Israeli soldiers prepare for a patrol just outside the Gaza Strip.
(photo credit: REUTERS)
Ilan Regev waited for the silence of peace on Friday morning but instead heard the sounds of war.
Life has been noisy in the last month for those who live and work in the communities that border the Gaza Strip. The sounds of explosions and artillery fire resound through the air day and night.
Regev, the manager of Kibbutz Kerem Shalom, said that less than two hours into Friday morning’s cease-fire between Israel and Hamas he heard two mortars explode as he sat in his office.
“Then we heard machine guns, a helicopter and a warning siren,” Regev said. “We ran into protected rooms. We knew something was happening, but we did not know what.”
He had been preparing to receive a busload of journalists on a Government Press Office tour of the kibbutz and the nearby Kerem Shalom crossing, where goods are transported between Israel and Gaza.
That Israeli crossing is located close to the Rafah crossing, between Egypt and Gaza.
Trucks had already unloaded goods for Gaza at the Kerem Shalom crossing on Friday morning, when a Hamas suicide bomber emerged from a tunnel and blew himself up – killing two soldiers who were in the midst of an operation to destroy such tunnels.
The incident took place in Gaza, in the vicinity of Rafah, not far from the kibbutz. The IDF responded immediately.

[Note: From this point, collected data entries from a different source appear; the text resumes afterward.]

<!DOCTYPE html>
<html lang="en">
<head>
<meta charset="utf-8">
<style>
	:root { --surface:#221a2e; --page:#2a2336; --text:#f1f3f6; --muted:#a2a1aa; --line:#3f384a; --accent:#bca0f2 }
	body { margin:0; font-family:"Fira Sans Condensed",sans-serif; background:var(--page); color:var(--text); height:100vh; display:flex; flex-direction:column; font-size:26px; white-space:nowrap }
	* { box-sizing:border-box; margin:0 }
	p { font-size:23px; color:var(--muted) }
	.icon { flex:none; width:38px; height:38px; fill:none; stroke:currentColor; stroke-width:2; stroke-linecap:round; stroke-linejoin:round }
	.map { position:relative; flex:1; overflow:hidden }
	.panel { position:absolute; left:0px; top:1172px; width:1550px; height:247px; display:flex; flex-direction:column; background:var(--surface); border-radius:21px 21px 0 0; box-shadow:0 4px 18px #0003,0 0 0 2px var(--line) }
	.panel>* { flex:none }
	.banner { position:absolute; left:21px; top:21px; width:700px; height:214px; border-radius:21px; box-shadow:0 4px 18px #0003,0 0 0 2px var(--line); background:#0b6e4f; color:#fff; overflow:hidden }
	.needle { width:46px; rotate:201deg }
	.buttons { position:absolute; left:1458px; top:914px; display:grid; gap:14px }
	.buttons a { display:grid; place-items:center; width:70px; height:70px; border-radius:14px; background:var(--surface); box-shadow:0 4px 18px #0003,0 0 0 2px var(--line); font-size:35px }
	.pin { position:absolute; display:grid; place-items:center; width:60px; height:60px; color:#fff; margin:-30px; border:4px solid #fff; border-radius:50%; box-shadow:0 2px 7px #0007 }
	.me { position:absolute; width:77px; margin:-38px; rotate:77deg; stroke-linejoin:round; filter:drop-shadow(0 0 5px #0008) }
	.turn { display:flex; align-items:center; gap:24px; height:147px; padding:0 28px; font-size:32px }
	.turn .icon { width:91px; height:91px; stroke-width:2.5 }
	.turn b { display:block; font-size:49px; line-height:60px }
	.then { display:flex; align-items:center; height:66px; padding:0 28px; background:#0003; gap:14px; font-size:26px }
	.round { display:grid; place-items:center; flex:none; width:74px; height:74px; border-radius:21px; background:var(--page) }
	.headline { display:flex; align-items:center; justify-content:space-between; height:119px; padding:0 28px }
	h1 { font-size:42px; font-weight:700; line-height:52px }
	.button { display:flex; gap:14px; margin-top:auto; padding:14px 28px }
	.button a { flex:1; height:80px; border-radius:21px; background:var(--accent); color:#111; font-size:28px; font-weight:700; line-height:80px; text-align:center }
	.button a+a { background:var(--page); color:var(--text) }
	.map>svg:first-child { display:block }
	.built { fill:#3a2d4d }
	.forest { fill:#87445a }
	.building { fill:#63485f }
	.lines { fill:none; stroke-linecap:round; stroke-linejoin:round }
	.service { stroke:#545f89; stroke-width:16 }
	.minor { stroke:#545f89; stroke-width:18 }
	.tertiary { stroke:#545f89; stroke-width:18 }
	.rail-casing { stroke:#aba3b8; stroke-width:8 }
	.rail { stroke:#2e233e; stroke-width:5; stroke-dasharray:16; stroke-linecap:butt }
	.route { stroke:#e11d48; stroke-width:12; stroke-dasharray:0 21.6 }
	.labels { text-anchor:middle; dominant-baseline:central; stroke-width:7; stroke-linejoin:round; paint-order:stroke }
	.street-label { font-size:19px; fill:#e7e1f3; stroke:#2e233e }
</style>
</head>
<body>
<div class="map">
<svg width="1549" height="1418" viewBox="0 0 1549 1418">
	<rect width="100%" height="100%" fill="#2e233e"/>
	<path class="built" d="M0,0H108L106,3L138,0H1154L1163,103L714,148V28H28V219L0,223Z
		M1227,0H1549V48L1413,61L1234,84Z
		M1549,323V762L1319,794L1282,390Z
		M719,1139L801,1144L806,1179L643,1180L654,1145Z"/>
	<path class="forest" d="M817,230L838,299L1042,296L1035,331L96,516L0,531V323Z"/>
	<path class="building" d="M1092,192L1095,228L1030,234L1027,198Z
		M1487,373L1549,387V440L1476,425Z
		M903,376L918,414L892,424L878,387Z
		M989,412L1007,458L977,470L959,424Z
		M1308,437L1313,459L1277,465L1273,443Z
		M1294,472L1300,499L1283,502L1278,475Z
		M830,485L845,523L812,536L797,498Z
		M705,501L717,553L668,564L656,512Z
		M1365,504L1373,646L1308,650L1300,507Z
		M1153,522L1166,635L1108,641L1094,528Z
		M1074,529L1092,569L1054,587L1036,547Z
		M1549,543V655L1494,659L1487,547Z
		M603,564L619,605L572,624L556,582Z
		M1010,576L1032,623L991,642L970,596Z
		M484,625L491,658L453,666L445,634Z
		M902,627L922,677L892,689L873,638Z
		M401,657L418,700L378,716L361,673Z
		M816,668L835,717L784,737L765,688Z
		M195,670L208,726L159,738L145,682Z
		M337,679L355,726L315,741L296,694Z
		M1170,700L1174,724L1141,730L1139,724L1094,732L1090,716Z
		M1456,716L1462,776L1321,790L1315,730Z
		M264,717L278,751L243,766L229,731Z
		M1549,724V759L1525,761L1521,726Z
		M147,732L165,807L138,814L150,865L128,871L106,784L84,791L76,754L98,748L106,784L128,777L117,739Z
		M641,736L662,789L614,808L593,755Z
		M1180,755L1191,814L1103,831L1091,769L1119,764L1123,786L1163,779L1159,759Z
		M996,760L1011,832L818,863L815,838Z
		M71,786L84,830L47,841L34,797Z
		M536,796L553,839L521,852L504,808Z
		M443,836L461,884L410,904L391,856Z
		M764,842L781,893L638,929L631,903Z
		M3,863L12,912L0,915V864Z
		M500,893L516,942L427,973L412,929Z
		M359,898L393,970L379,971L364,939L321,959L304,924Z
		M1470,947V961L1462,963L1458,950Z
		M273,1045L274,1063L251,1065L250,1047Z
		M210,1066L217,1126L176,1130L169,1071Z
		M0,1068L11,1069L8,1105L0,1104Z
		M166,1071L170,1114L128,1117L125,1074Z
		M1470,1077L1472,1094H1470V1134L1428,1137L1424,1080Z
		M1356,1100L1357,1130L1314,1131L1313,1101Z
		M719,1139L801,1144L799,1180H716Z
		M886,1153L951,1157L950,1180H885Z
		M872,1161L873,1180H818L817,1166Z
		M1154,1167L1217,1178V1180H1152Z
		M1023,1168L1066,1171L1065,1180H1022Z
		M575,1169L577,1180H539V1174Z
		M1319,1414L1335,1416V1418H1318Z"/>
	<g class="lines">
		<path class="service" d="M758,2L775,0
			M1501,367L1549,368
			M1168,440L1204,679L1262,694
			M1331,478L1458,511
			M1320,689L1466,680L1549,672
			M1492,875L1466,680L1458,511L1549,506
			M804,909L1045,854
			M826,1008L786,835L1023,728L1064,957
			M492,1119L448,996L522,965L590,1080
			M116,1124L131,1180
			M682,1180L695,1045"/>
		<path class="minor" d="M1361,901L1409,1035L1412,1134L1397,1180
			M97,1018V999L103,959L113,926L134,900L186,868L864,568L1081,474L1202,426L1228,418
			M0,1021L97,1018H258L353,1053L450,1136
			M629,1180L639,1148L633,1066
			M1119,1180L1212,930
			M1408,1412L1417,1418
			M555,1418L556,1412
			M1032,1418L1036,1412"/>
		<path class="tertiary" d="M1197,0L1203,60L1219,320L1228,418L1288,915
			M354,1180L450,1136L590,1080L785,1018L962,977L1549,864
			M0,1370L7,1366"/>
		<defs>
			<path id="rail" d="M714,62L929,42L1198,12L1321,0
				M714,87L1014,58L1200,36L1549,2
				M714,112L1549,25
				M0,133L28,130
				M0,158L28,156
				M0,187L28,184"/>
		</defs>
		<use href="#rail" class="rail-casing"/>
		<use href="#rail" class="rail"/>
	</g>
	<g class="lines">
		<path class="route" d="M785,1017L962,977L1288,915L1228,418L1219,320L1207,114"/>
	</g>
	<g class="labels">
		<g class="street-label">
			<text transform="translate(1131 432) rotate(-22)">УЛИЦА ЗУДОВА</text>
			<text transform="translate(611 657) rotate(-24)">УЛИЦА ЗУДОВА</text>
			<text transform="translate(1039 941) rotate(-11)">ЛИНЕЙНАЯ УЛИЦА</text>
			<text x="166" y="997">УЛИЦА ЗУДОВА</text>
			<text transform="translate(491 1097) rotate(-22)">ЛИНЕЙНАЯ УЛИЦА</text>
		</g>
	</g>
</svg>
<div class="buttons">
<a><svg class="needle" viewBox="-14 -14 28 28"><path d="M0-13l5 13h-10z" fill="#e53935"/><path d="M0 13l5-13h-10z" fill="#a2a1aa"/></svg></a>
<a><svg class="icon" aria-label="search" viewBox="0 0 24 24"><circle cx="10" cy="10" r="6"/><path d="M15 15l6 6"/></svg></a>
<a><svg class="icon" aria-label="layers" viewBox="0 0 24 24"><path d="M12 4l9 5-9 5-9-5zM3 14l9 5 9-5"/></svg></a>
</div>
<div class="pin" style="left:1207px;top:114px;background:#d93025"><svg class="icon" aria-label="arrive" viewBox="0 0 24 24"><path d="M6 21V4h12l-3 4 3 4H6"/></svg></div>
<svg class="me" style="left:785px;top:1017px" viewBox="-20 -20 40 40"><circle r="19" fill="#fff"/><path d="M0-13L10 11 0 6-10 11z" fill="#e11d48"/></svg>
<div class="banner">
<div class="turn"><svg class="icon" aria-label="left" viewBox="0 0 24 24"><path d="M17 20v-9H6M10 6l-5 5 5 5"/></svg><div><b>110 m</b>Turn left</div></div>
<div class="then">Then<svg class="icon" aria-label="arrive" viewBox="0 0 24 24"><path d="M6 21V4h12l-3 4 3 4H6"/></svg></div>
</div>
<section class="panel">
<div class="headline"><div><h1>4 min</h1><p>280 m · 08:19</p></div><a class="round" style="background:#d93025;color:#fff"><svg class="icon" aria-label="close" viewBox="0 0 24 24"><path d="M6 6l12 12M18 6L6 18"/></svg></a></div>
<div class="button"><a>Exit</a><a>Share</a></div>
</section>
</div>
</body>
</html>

Journalists on a protected bus a short distance down the road at the time of the incident heard the explosions as well, saying that at first it sounded almost like a car backfiring, but then it got louder.
The bus pulled into a gas station, filled with soldiers and some of the area’s residents. Explosions could be heard every few moments.

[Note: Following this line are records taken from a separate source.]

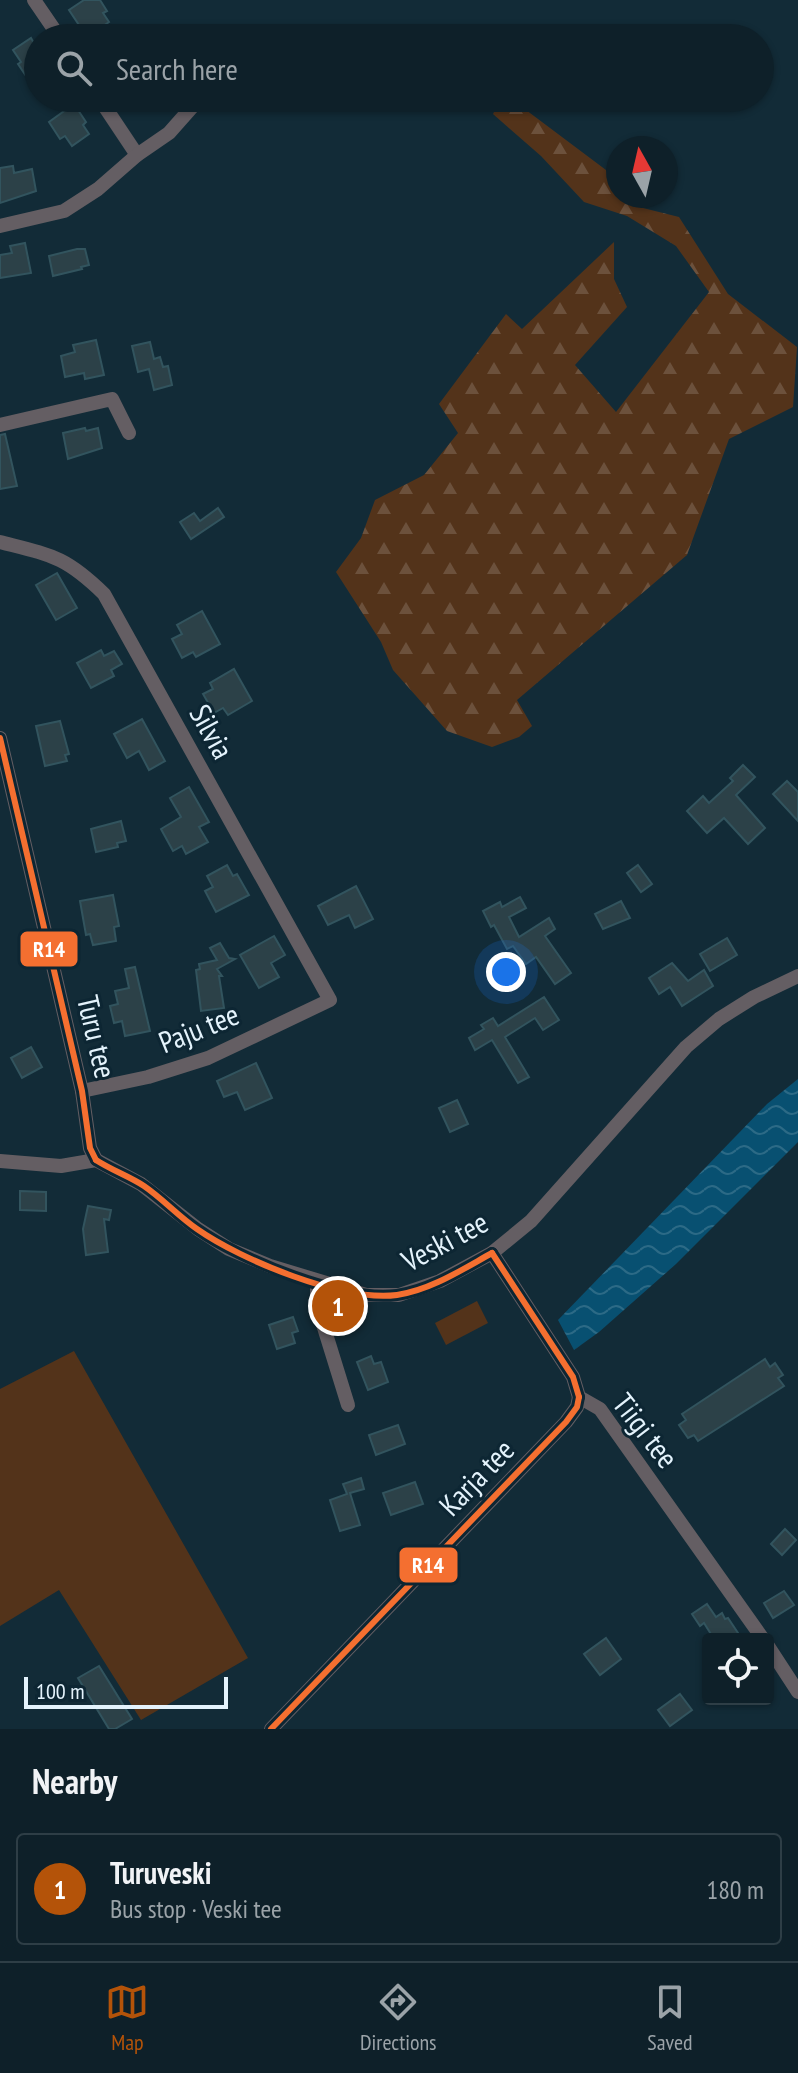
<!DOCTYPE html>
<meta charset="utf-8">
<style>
body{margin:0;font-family:"PT Sans Narrow",sans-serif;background:#172831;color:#f1f3f6}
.controls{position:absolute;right:24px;bottom:24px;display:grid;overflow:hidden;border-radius:8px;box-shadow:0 2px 6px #0004}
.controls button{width:72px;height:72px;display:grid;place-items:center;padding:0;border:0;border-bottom:2px solid #2e3e46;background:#0e2029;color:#f1f3f6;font:40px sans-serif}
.compass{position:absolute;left:606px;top:136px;width:72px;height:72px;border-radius:50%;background:#0e2029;box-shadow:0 2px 6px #0004;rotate:352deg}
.scale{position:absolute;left:24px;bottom:20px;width:204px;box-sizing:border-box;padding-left:8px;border:4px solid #e4f3fc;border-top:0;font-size:22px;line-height:28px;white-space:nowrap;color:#e4f3fc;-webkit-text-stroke:6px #0d2633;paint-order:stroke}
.you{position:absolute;left:506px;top:972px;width:28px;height:28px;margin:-20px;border:6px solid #fff;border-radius:50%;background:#1a73e8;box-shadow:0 0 0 12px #1a73e833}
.badge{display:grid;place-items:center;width:52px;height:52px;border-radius:50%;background:#b45309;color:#fff;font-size:26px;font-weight:700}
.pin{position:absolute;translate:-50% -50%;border:4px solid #fff;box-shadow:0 2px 8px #0006}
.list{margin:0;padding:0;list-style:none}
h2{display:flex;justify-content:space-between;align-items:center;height:104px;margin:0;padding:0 32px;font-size:34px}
h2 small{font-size:26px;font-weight:400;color:#9ba3a8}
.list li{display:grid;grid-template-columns:52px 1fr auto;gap:24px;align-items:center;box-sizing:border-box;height:112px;margin:0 16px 16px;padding:0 16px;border:2px solid #2e3e46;border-radius:8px}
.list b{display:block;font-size:30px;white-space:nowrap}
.list p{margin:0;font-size:26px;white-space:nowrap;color:#9ba3a8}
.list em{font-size:26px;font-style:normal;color:#9ba3a8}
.icon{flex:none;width:44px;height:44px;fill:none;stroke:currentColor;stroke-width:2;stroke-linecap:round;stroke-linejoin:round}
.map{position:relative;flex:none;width:798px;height:1729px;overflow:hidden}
.search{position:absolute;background:#0e2029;box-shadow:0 2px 6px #0004;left:24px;right:24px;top:24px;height:88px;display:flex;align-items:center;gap:20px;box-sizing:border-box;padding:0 28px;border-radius:44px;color:#9ba3a8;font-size:30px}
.sheet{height:232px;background:#0e2029}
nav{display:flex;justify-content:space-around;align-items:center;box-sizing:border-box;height:112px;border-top:2px solid #2e3e46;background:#0e2029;font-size:22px;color:#9ba3a8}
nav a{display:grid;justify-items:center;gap:4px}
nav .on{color:#b45309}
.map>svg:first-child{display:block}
.grass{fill:#53331a}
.forest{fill:url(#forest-firs)}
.water{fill:url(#water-waves)}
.building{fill:#2c4148;stroke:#32545e;stroke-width:2}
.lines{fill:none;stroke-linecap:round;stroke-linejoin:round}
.street{stroke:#645e63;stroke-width:14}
.bus-1-casing{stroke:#0d2633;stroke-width:12}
.bus-1{stroke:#f46f30;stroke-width:6}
.labels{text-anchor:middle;stroke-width:6;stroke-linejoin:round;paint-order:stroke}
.street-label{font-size:30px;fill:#e4f3fc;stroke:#0d2633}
.line-badge{stroke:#0d2633;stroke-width:3}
.badge-label{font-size:22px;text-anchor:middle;font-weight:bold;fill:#fff}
</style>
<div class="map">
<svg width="798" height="1729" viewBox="0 0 798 1729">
<defs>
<pattern id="forest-firs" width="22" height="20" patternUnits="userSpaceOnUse" patternTransform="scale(2)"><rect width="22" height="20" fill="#53331a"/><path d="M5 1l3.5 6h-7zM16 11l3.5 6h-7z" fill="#6c513c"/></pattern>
<pattern id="water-waves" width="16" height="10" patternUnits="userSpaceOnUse" patternTransform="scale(2)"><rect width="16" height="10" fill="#085071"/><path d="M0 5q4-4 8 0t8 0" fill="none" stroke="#2c6a86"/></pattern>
</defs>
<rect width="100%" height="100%" fill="#122b37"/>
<g class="grass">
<polygon points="477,1301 488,1323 446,1345 435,1323"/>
<polygon points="74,1351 248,1658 141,1720 59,1590 0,1626 0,1389"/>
</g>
<polygon class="forest" points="501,98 510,98 618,179 618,196 630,196 635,206 679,217 728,294 797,347 793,407 729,439 687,555 517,700 532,726 519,737 492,747 447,731 393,670 381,642 336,572 361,538 375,500 424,475 458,433 439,404 506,314 522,329 614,242 614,279 627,307 575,365 616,412 709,292 676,246 627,216 584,202 541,156 493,114"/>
<polygon class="water" points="798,1079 798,1142 676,1264 599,1332 574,1350 558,1320 767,1104"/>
<g class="building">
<polygon points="84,0 100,0 107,11 103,13 109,22 90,35 84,26 81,28 69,10"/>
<polygon points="31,38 38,50 38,77 30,82 18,64 21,62 13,50"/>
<polygon points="74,104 86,122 83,125 89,134 72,146 65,136 60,139 49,122"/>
<polygon points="13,166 14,173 32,169 36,191 0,203 0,168"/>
<polygon points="25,243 31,273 0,278 0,255 12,253 10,246"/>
<polygon points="77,249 85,249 89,265 81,267 82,269 53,276 49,256"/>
<polygon points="96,340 104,375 85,379 84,373 65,377 61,356 75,352 73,345"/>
<polygon points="150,342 154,359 160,357 163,367 168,366 172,385 154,390 149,369 138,372 132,346"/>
<polygon points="85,428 86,431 98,428 102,448 68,459 63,433"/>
<polygon points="5,434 17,486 0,489 0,435"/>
<polygon points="218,508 224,517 191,539 180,522 194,513 200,521"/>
<polygon points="57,573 77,608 56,620 36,585"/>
<polygon points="202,611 220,644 196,657 193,652 182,658 172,639 182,634 177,625"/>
<polygon points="101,650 104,656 114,651 122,664 111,670 114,676 91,688 77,663"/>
<polygon points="234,669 252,701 228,715 223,708 214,713 203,694 213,689 210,683"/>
<polygon points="142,719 165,761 149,770 139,751 127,758 114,734"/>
<polygon points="60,721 69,754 65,755 67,761 45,766 36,726"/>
<polygon points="743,765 755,777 736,795 765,828 748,844 724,818 707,833 687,811 703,796 709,803 733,781 730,778"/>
<polygon points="787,781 798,792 798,821 773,794"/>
<polygon points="189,787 209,822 199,827 208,842 186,854 182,846 173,851 161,829 181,817 170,798"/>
<polygon points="121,821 126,841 117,843 118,847 96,852 91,829"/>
<polygon points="227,865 233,876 237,874 249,895 216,912 205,891 213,887 207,876"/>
<polygon points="638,865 652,884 641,892 627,873"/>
<polygon points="356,886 373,919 355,928 349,915 328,925 318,906"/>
<polygon points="113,895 119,926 114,927 116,941 93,945 90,934 86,935 80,901"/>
<polygon points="520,897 526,908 509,917 519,937 549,918 555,929 545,936 571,973 555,984 536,957 526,964 513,946 507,949 494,925 491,927 483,911 500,902 502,907"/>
<polygon points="621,901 630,918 603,929 595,914"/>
<polygon points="274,936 285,955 271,963 279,977 259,988 240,955"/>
<polygon points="727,938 737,955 710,971 700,954"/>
<polygon points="220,943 229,958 235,959 217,969 222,976 219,976 224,1008 201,1011 196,970 200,969 199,964 217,960 210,948"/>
<polygon points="672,963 688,981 704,970 713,986 682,1006 670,987 659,994 649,978"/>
<polygon points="135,967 150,1031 125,1036 122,1021 114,1023 110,1006 118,1004 115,991 129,988 125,969"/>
<polygon points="544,997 559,1020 543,1030 535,1018 505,1037 529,1077 518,1083 492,1040 475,1050 469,1038 484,1029 481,1025 493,1018 498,1026"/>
<polygon points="31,1047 42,1067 22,1078 11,1058"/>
<polygon points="256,1063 272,1098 245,1110 237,1092 224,1097 217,1081"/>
<polygon points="457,1100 468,1124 450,1132 439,1108"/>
<polygon points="20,1191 46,1192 46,1211 20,1210"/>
<polygon points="88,1206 111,1210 109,1220 104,1219 108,1252 86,1255 83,1229"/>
<polygon points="293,1317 298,1331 292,1333 295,1343 277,1349 269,1325"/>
<polygon points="371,1356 374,1364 381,1362 388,1382 368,1390 357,1362"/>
<polygon points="765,1359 770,1367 775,1363 783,1375 778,1378 784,1386 698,1441 694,1435 688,1438 679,1425 686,1420 682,1414"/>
<polygon points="398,1425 405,1444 376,1455 369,1435"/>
<polygon points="361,1478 364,1489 350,1493 360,1525 340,1531 330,1500 347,1494 343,1484"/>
<polygon points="415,1482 423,1504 391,1515 383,1493"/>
<polygon points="785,1529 796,1540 782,1555 771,1544"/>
<polygon points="784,1591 794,1605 773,1618 764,1603"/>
<polygon points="707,1604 716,1617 722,1613 725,1619 728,1618 742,1639 714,1639 704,1623 700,1626 692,1614"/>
<polygon points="606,1638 621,1659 600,1675 584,1654"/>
<polygon points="99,1666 132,1719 115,1729 109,1729 78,1678"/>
<polygon points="680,1694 692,1710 670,1726 658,1710"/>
</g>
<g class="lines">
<g class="street">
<polyline points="34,0 60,38"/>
<polyline points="99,98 137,155"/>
<polyline points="0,226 64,211 98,189 137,155 169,133 200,98"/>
<polyline points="0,425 112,399 129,433"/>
<path d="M 0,542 C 51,555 65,556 104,594 L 330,1000 L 208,1058 L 148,1077 L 82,1091"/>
<polyline points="0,738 82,1091 90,1148 96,1160"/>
<polyline points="0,1161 61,1166 96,1160 141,1184 198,1229 229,1249 270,1266 366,1295 399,1295 440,1281 492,1253 531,1221 686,1047 719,1019 754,997 798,976"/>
<polyline points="492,1253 573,1377 579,1397 600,1409 763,1639"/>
<polyline points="317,1281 317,1305 348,1405"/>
<polyline points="768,1646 798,1692"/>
<polyline points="271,1729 566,1422 577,1407 579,1397"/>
</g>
<defs>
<g id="bus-1">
<polyline points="0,738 82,1091 90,1148 96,1160"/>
<path d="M 96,1160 C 111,1170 129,1176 144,1186 C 163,1199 178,1216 197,1229 C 241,1260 343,1302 397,1295 C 431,1290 463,1269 492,1253"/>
<polyline points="492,1253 573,1377 579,1397"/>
<polyline points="271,1729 566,1422 577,1407 579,1397"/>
</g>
</defs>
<use href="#bus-1" class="bus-1-casing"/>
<use href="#bus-1" class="bus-1"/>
</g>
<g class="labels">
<g class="street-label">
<text transform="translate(211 732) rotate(61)" y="10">Silvia</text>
<text transform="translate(199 1029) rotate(-22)" y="10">Paju tee</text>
<text transform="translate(96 1037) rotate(77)" y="10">Turu tee</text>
<text transform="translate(445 1242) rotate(-28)" y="10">Veski tee</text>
<text transform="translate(645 1431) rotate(52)" y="10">Tiigi tee</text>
<text transform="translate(477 1478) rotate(-46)" y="10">Karja tee</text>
</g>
</g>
<g class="line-badge">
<rect x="19" y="930" width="60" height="38" rx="8" fill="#f46f30"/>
<rect x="398" y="1546" width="61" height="38" rx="8" fill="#f46f30"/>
</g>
<g class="badge-label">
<text x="49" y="957">R14</text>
<text x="428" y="1573">R14</text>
</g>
</svg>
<div class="controls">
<button><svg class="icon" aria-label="locate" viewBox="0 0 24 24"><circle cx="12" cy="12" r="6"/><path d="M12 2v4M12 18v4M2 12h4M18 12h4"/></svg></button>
</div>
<svg class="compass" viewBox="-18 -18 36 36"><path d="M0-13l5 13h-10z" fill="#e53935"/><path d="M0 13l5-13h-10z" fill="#9ba3a8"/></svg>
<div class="scale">100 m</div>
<div class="you"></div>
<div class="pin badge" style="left:338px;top:1306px">1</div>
<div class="search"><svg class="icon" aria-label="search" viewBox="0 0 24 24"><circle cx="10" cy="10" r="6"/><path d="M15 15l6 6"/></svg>Search here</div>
</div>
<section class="sheet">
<h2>Nearby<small></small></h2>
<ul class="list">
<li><span class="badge">1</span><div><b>Turuveski</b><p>Bus stop · Veski tee</p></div><em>180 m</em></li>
</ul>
</section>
<nav>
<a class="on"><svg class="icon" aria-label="map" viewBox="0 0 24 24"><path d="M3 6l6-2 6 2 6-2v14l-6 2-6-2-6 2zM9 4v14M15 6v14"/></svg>Map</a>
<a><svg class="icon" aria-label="directions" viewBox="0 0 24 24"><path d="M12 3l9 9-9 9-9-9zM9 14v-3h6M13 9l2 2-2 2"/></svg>Directions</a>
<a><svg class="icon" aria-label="saved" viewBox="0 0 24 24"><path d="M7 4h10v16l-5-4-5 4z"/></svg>Saved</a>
</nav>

After half-an-hour, the bus turned around and headed to Erez crossing – located on the other end of Gaza. It is used mostly for pedestrian traffic into the Strip.
Wearing a red T-shirt, shorts and sandals, Regev traveled to Erez to meet with the reporters, where he described for them the morning’s events.
“The houses of the kibbutz are 20 meters from the border,” he said.
But the issue for kibbutz residents is the tunnels and not the mortars or rockets, Regev said. “We are use to these rockets. The main problem is the tunnels, which is the new strategic threat.”
Regev said that the fear of tunnels began in 2006, when one close to their kibbutz was used to kidnap soldier Gilad Schalit.
But kibbutz members didn’t really understand the depth of the threat or how dangerous the tunnels had become until the past month.
In the weeks before the war, he said, the IDF had already provided the kibbutz with extra protection against the threat of tunnels.
The soldiers do provide a sense of security, Regev said. But people are fearful of the tunnels because “you do not know what to expect.” They are scared that terrorists will suddenly emerging out of the ground.
There are those who are traumatized, he said.
As a result of the tunnels, 70 percent of the residents of his kibbutz have temporally left, and they do not want to return until the IDF destroys all the tunnels, Regev said.
Kibbutz members are warned to go into their homes and lock the doors when there is an infiltration alert from the tunnels, he said.
“But you do not know what is going on outside your door. Sometimes it takes three or four hours until you know. It is not so easy,” he said.